Miles de personas se manifiestan en contra de la violencia policial, entre grandes medidas de seguridad que no evitan los disturbios

El Mundo, E. G. PARÍS CORRESPONSAL, 19-02-2017

Pocas veces se desplegó tanta
policía para controlar tan poca
protesta. Solo unos cuantos miles
de personas se concentraron
en la plaza de la República de
París para expresar su rechazo a
la violencia policial, y pese a las
cautelas y las exhaustivas medidas
de seguridad, hubo pedradas,
gases lacrimógenos y varios
heridos leves. La manifestación
en sí fue pacífica. Unas decenas
de muchachos agresivos, los llamados
casseurs, bastaron para
que el ambiente se crispara y se
registraran disturbios.
Marie-Louise, maestra de mediana
edad, llegó a la plaza de la
República con la esperanza de
que la jornada fuera «tranquila»:
«Yo no estoy en contra de la policía,
he venido porque pertenezco
a la Liga Francesa de los Derechos
del Hombre, una de las organizaciones
convocantes, y porque
creo que hay que impedir que vistan
uniforme personas como las
que hicieron eso terrible a Théo».
La sodomización sufrida por el joven
Théodore Luhaka con una
porra policial, el 2 de febrero, fue
el tema central de la protesta.
Para acceder al lugar de la
concentración, Marie-Louise tuvo
que pasar, como el resto de
los participantes, un control policial
y un registro.

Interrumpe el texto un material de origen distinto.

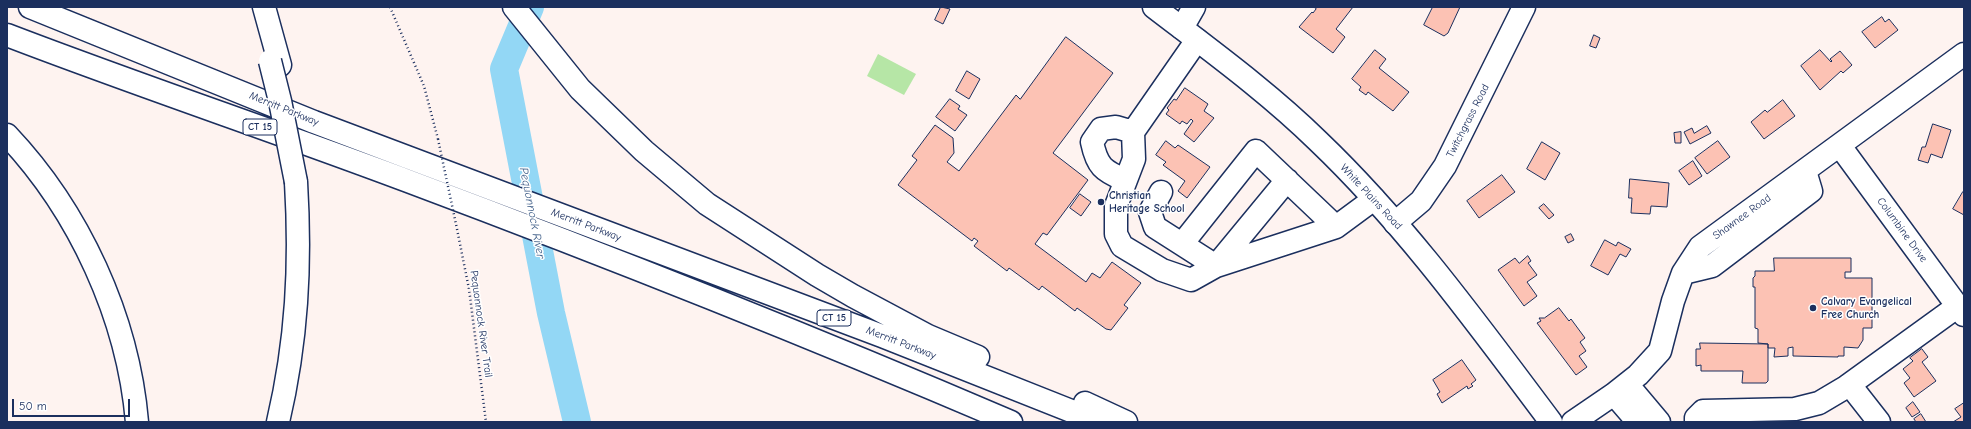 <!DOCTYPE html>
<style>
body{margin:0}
#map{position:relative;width:1971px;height:429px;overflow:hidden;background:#fef3f0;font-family:"Comic Neue",sans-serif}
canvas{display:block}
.frame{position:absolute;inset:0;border:8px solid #1b2f5e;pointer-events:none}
.scale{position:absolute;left:12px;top:399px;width:118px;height:18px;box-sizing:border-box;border:2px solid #1b2f5e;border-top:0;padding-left:5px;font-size:12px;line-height:14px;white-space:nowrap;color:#1b2f5e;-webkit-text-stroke:3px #fff;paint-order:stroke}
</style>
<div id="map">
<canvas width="1971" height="429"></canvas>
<div class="frame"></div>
<div class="scale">50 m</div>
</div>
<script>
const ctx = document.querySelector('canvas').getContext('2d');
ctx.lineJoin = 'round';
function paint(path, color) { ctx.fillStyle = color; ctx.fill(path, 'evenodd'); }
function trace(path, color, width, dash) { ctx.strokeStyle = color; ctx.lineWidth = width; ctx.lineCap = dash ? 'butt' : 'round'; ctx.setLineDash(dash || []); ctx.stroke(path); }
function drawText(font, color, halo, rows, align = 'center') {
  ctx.font = font + ' "Comic Neue",sans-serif'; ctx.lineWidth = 3; ctx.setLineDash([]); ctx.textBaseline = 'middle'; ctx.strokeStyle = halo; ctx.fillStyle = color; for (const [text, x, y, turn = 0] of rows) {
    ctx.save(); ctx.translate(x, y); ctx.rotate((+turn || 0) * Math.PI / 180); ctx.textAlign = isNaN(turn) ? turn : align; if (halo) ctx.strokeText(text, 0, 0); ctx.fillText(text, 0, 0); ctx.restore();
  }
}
paint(new Path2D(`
 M878 54 916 74 904 95 867 76Z`), '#b6e6a6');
trace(new Path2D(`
 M530 7 504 69 551 313 577 422`), '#93d7f5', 28);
const building = new Path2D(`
 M941 7 950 9 943 24 935 20Z
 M1314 7H1353L1336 29 1345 37 1333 53 1299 27 1312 12 1313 13 1316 9Z
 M1433 7H1460L1448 33 1444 36 1424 25Z
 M1882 17 1885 22 1889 19 1898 30 1875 48 1862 32Z
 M1594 35 1600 38 1596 48 1590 46Z
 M1066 37 1113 73 1053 153 1088 180 1047 235 1043 233 1035 244 1086 282 1092 273 1100 278 1112 262 1141 283 1124 305 1128 308 1111 330 1106 329 1077 308 1075 311 1042 286 1039 290 1009 268 1007 271 974 246 978 241 974 238 972 241 898 185 917 160 912 156 935 125 953 138 954 153 947 162 959 171 1016 95 1020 99Z
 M1375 50 1386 59 1379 68 1409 92 1393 111 1368 92 1366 95 1359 90 1361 87 1352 79Z
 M1820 50 1831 62 1832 61 1830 59 1840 51 1852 65 1843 73 1841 71 1820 90 1801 66Z
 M967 71 980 79 969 99 956 91Z
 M1185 88 1208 104 1204 111 1214 118 1194 142 1184 134 1193 121 1191 119 1187 124 1182 121 1180 124 1166 114 1169 110 1167 108 1174 99 1176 100Z
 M950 99 960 106 958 109 967 115 955 131 936 117Z
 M1783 100 1795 116 1764 139 1751 122 1765 110 1767 112Z
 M1933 124 1951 130 1942 158 1931 154 1928 163 1918 160 1922 147H1925Z
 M1707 126 1711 133 1690 144 1684 132 1692 128 1694 133Z
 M1681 132V143H1675L1674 133Z
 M1166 141 1175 148 1178 145 1210 167 1187 198 1178 191 1185 181 1163 165 1166 162 1156 155Z
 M1718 141 1730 157 1707 174 1695 158Z
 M1542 142 1560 153 1545 180 1527 169Z
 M1693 161 1702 176 1689 185 1679 171Z
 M1502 175 1515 192 1479 218 1467 201Z
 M1630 179 1669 183 1667 207 1651 206 1650 214 1631 213 1632 198H1629Z
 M1963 192 1964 193V215L1953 209Z
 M1080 194 1091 202 1081 216 1070 208Z
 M1544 204 1554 215 1549 219 1539 208Z
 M1571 234 1574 240 1568 243 1565 237Z
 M1605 240 1616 246 1618 242 1631 249 1626 257 1620 254 1608 275 1591 266Z
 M1528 256 1531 261 1528 263 1537 275 1527 282 1537 296 1524 306 1498 270 1515 258 1519 263Z
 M1774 258H1851V272H1845V278H1872V328H1863V340L1858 348 1844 347V356H1838V357L1793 356V347L1788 348V356L1774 357 1775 348H1768V344L1758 343V329L1755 328V287H1753V278L1755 276V271H1774Z
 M1559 308 1569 321 1571 319 1585 338 1580 342 1586 351 1579 356 1587 367 1576 375 1537 323 1541 321 1539 318H1544Z
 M1700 343 1768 344V381L1766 383H1742L1743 371H1701V365L1696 366V349H1700Z
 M1922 349 1928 357 1922 362 1936 381 1914 397 1904 383 1910 378 1903 369 1913 361 1910 358Z
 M1462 360 1476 380 1471 384 1473 386 1468 389 1467 386 1442 403 1437 394 1440 392 1433 380Z
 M1913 402 1920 412 1912 417 1906 408Z
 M1964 403V422H1953L1961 417 1955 409Z
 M1921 414 1926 422H1916L1914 419Z`);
paint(building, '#fcc2b4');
trace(building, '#1b2f5e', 1);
const minor = new Path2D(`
 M1182 28 1194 7
 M1197 40 1133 132 1134 159 1116 206V234L1122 246 1162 270 1191 280 1216 266 1287 180
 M1840 146 1964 315
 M1125 180C1103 171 1097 166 1092 142L1101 129 1116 127 1133 132
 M1161 192 1150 212 1155 227 1216 266 1336 227 1374 199
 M1395 223 1421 201 1445 166 1524 7
 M1182 244 1256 151 1336 227
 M1683 273 1712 266 1811 191 1805 171
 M1627 384 1659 422
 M1850 385 1879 422
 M1614 394 1638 422
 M1573 422 1614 394 1638 375 1660 351 1673 301 1683 273 1700 247 1964 54
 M1696 422V418L1703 411 1795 409 1819 403 1846 387 1958 306`);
const major = new Path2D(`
 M1154 7C1210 50 1268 92 1318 141 1406 225 1478 325 1551 422`);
const highway = new Path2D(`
 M30 7 314 122 882 336 1099 422
 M264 7 280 65
 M514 7 580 89 644 151 707 204 817 275 853 296 928 336 978 357
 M7 35C140 86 275 131 408 181 611 257 812 337 1011 422
 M7 135C79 211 128 317 137 422
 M1085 403 1126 422
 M278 422C297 341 301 265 296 182`);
trace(minor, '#1b2f5e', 25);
trace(major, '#1b2f5e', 25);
trace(highway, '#1b2f5e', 25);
trace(new Path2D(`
 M390 7 424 86 438 139
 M457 229 469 289 486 422`), '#1b2f5e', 2.5, [1, 3]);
trace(minor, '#fff', 22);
trace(major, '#fff', 22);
trace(highway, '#fff', 22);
const highwayBridge = new Path2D(`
 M270 61 280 101 296 182`);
trace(highwayBridge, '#1b2f5e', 25, []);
trace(new Path2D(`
 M438 139 457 229`), '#1b2f5e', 2.5, [1, 3]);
trace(highwayBridge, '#fff', 22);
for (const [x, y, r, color] of [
 [1101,202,4,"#1b2f5e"],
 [1813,308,4,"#1b2f5e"]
]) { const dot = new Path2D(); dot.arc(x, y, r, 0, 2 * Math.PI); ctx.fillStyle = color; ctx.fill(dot); trace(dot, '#fff', 1.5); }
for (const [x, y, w] of [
 [260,127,34],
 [834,318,34]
]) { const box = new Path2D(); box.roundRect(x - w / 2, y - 8, w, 16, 3); ctx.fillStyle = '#fff'; ctx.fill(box); trace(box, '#1b2f5e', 1); }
drawText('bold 10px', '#1b2f5e', null, [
 ["CT 15",260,127],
 ["CT 15",834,318]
]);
drawText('11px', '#1b2f5e', '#fff', [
 ["Merritt Parkway",284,109,22],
 ["Twitchgrass Road",1468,121,-63],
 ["White Plains Road",1371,197,47],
 ["Shawnee Road",1742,217,-36],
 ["Merritt Parkway",586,225,21],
 ["Columbine Drive",1902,230,54],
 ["Pequonnock River Trail",481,324,82],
 ["Merritt Parkway",901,343,21]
]);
drawText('bold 11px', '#1b2f5e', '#fff', [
 ["Christian",1109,196],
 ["Heritage School",1109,209],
 ["Calvary Evangelical",1821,302],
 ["Free Church",1821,315]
], 'left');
drawText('italic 12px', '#395984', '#fff', [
 ["Pequonnock River",532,213,79]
]);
</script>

La estación de
Metro estaba cerrada al tráfico.
Se prohibió llevar bebidas alcohólicas
y envases de vidrio. Los
bancos y varios comercios habían
protegido sus cristaleras
con paneles de madera. Docenas
de camiones de las Compañías
Republicanas de Seguridad
(CRS), las fuerzas antidisturbios,
cercaban la plaza, y un helicóptero
vigilaba desde el cielo. Resultaba
obvio que la policía esperaba
incidentes y quería extremar
las precauciones.
La presencia de Jean-Luc Mélenchon,
candidato presidencial
de La Francia Insumisa, confirió
cierto empaque a un acto numéricamente
escaso. A partir de las
tres de la tarde se corearon lemas
como «Ni olvidamos ni perdonamos
», «Impunidad e injusticia,
desarmemos a la policía»,
«Todos somos bamboulas» (en
referencia al término racista que
algunos policías utilizan para hablar
de los jóvenes negros de barriada),
«Justicia para Théo» y
«Acabemos con la violencia del
Estado».
Al cabo de una hora, algunos
chavales encapuchados y con el
rostro cubierto empezaron a
arrancar adoquines y a lanzarlos
contra los miembros de las CRS.
La policía respondió con gases
lacrimógenos. La mayoría de la
gente trató de salir de la plaza,
dando por acabado el asunto, pero
el cordón policial lo impedía.
Se vivieron algunas escenas de
pánico, aunque la violencia se limitó
a puntos concretos: a poca
distancia de los choques había
turistas y ancianos de paseo.
Pese a que la plaza se mantuvo
cerrada, el lanzamiento de piedras
y gases y las carreras se extendieron
a los alrededores, en
especial al Boulevard Magenta.
También hubo manifestaciones
contra la violencia policial en
ciudades como Rennes, Niza,
Poitiers y Dijon. El viernes por la
noche, una concentración en
Ruán concluyó con incidentes y
14 personas fueron detenidas durante
los enfrentamientos con los antidisturbios.